JAKARTA, KOMPAS.com - Ponsel pintar atau perangkat elektronik sejenisnya hampir tak pernah lepas dari keseharian manusia saat ini. Terutama generasi milenial yang sudah sangat melek dengan teknologi. Apalagi kecanggihan teknologi saat ini memudahkan manusia mengakses apapun dengan beberapa sentuhan di ponselnya.

Namun, tahukah jika kebiasaan lengket dengan gawai itu memiliki risiko besar seperti penyakit tak menular.

Penyakit tak menular yang dimaksud adalah struk, diabetes, hingga kolesterol yang paling banyak dipengaruhi faktor gaya hidup.

Saat ini, manusia dipermudah memesan makanan secara online, menonton film melalui gawai, sampai belanja pun tak perlu lagi berjalan keliling pusat perbelanjaan. Hal ini membuat manusia kurang gerak dan menumpuk penyakit di tubuh.

Baca juga: 68 Persen yang Datang ke Pegadaian Generasi Milenial

Pengamat gaya hidup Dwi Sutarjantono mengatakan, teknologi telah mengubah pola hidup dan tantangan yang dihadapi generasi saat ini yang bahkan tak ditemui pada generasi sebelumnya.

"DI dunia maya banyak aplikasi makanan sehat, tips-tips menjalani hidup sehat, senam sehat, semua ada. Tapi tidak semuanya memanfaatkan itu," kata Dwi di Jakarta, Kamis (8/11/2018).

Dwi mengatakan, karakter generasi milenial cenderung senang dengan tantang, bekerja cepat dan ambisius. Namun, di sisi lain, kondisi tersebut membawa mereka pada kondisi kelelahan secara fisik maupun mental. Belum lagi soal persaingan kerja yang semakin ketat dan permasalahan identitas yang kerap dialami seiring berkembangnya media sosial.
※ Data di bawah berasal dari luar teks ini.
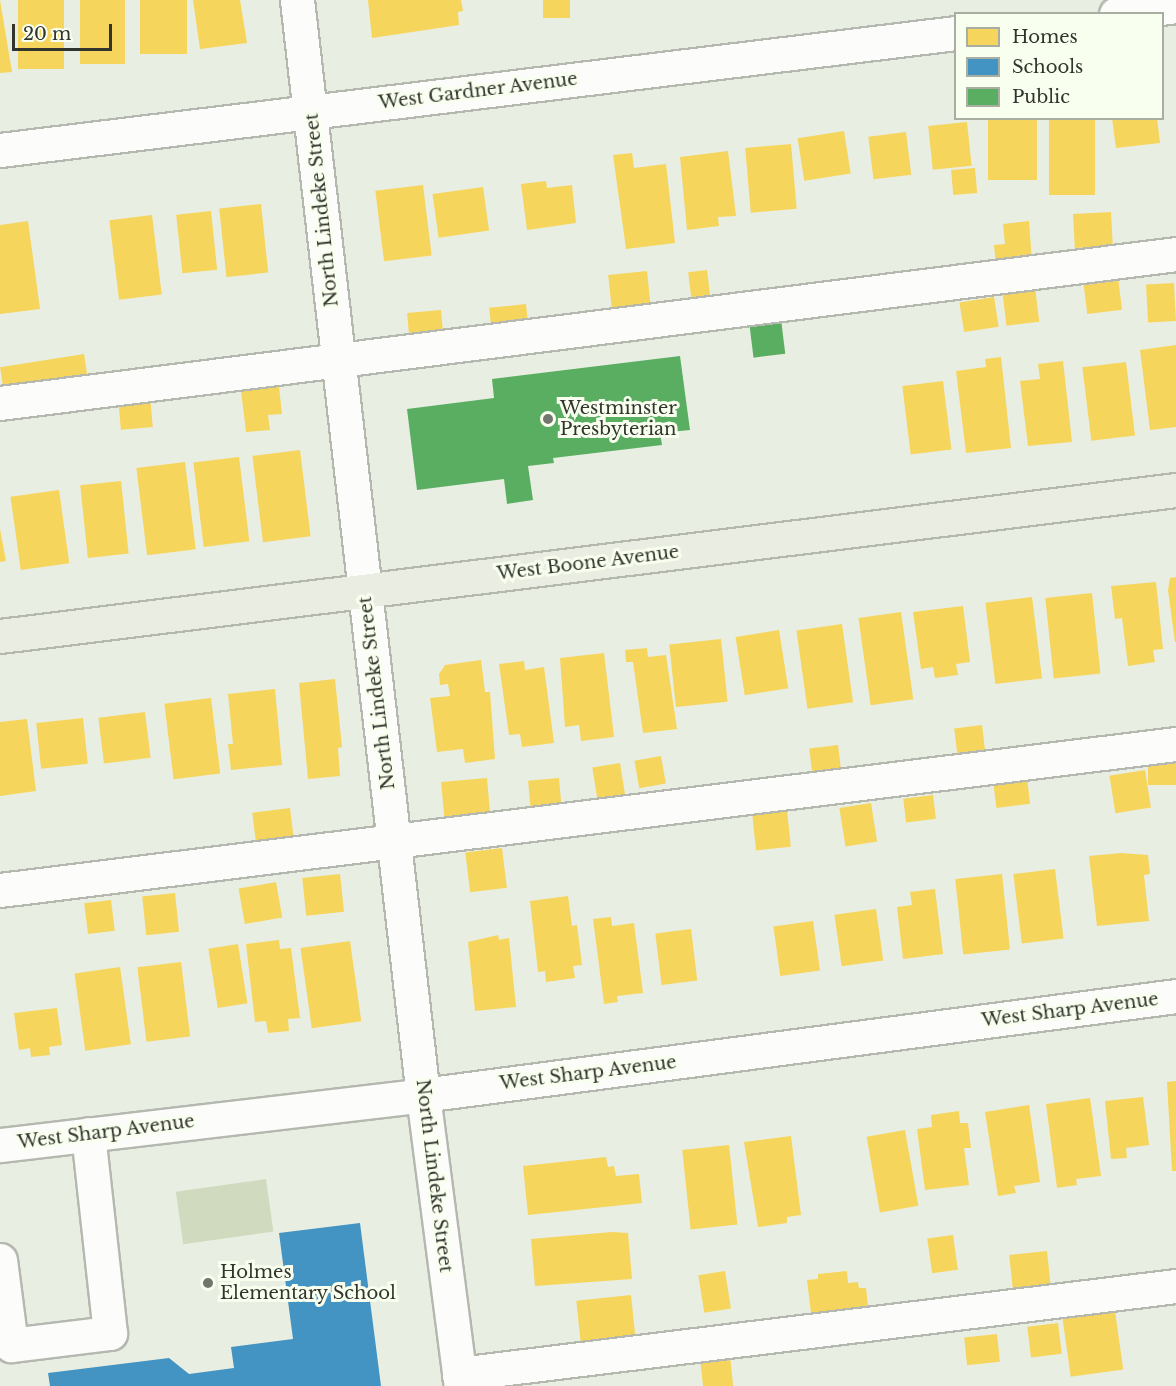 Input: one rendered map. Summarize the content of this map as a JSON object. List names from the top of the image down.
{
  "streets": {
    "main road": ["West Boone Avenue"],
    "street": ["West Gardner Avenue", "North Lindeke Street", "West Sharp Avenue"]
  },
  "crossings": [
    ["West Gardner Avenue", "North Lindeke Street"],
    ["North Lindeke Street", "West Boone Avenue"],
    ["North Lindeke Street", "West Sharp Avenue"]
  ],
  "places": ["Westminster Presbyterian", "Holmes Elementary School"],
  "legend": ["Homes", "Schools", "Public"],
  "scale_bar": "20 m"
}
Masalah tersebut berpotensi mendorong mereka masuk dalam kategori Generasi O, yakni overworked  (terlalu banyak bekerja) dan overeating (terlalu banyak makan), yang mengakibatkan overwhelmed (kewalahan).

Dwi mengatakan, dalam menghadapi tantangan tersebut, generasi tersebut cenderung memilih cara instan untuk menyelesaikan masalah.
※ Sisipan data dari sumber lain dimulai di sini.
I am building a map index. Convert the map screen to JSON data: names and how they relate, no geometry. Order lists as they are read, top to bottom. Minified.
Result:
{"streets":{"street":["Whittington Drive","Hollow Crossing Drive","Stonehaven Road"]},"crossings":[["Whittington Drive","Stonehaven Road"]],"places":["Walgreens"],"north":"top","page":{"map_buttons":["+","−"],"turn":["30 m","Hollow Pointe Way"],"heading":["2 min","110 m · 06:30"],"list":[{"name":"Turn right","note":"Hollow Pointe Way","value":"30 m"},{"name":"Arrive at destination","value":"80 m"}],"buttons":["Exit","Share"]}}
"Misalnya dengan bekerja hingga larut, memakan makanan cepat saji, serta menyibukkan diri dengan gadget yang tanpa disadari oada akhirnya justru berakibat pada munculnya masalah baru yakni kesehatan," kata Dwi.

Dwi mengatakan, mungkin pengetahuan mereka akan pentingnya pola hidup sehat sudah cukup baik, namun belum diimbangin dengan perbuatan yang nyata. Kesehatan masih dijadikan sebagai tren, bukan gaya hidup sehari-hari.

"Coba, banyak kan yang ke gym buat foto-foto. Mengabaikan kesehatan, overstressed, suka begadang," kata Dwi.

Stres yang berlebihan itu yang harus dikurangi. Dwi mengatakan, milenial harus mencari pelarian stres selain dengan makanan, nongkrong di kafe, maupun clubbing. Ia mendorong manajemen stres dengan sesuatu yang lebih sehat, misalnya berolah raga.

"Karena kalau stres, bisa sakit. Kebanyakan meninggal muda karena dua itu, stres dan gaya hidup tidak sehat," kata dia.

Dokter Grace Joselini mengatakan, sekitar 60-80 persen penduduk Indonesia di usia produktif kurang melakukan aktivitas fisik. Padahal, banyak cara mudah memulai olah raga yakni mulai dengan minimal 30 menit per hari melakukan aktivitas fisik dengan intensitas sedang untuk membantu menjaga kesehatan.

Sebagai langkah awal bisa dengan jalan cepat, jogging, dan lari yang mudah dilakukan kapan dan di mana saja.

"Mulai sekarang coba lebih banyak bergerak, jangan duduk lebih dari dua jam. Kebanyakan duduk risiko kesehatannya sama dengan merokok karena mendorong potensi kanker, diabetes, dan struk," kata Grace.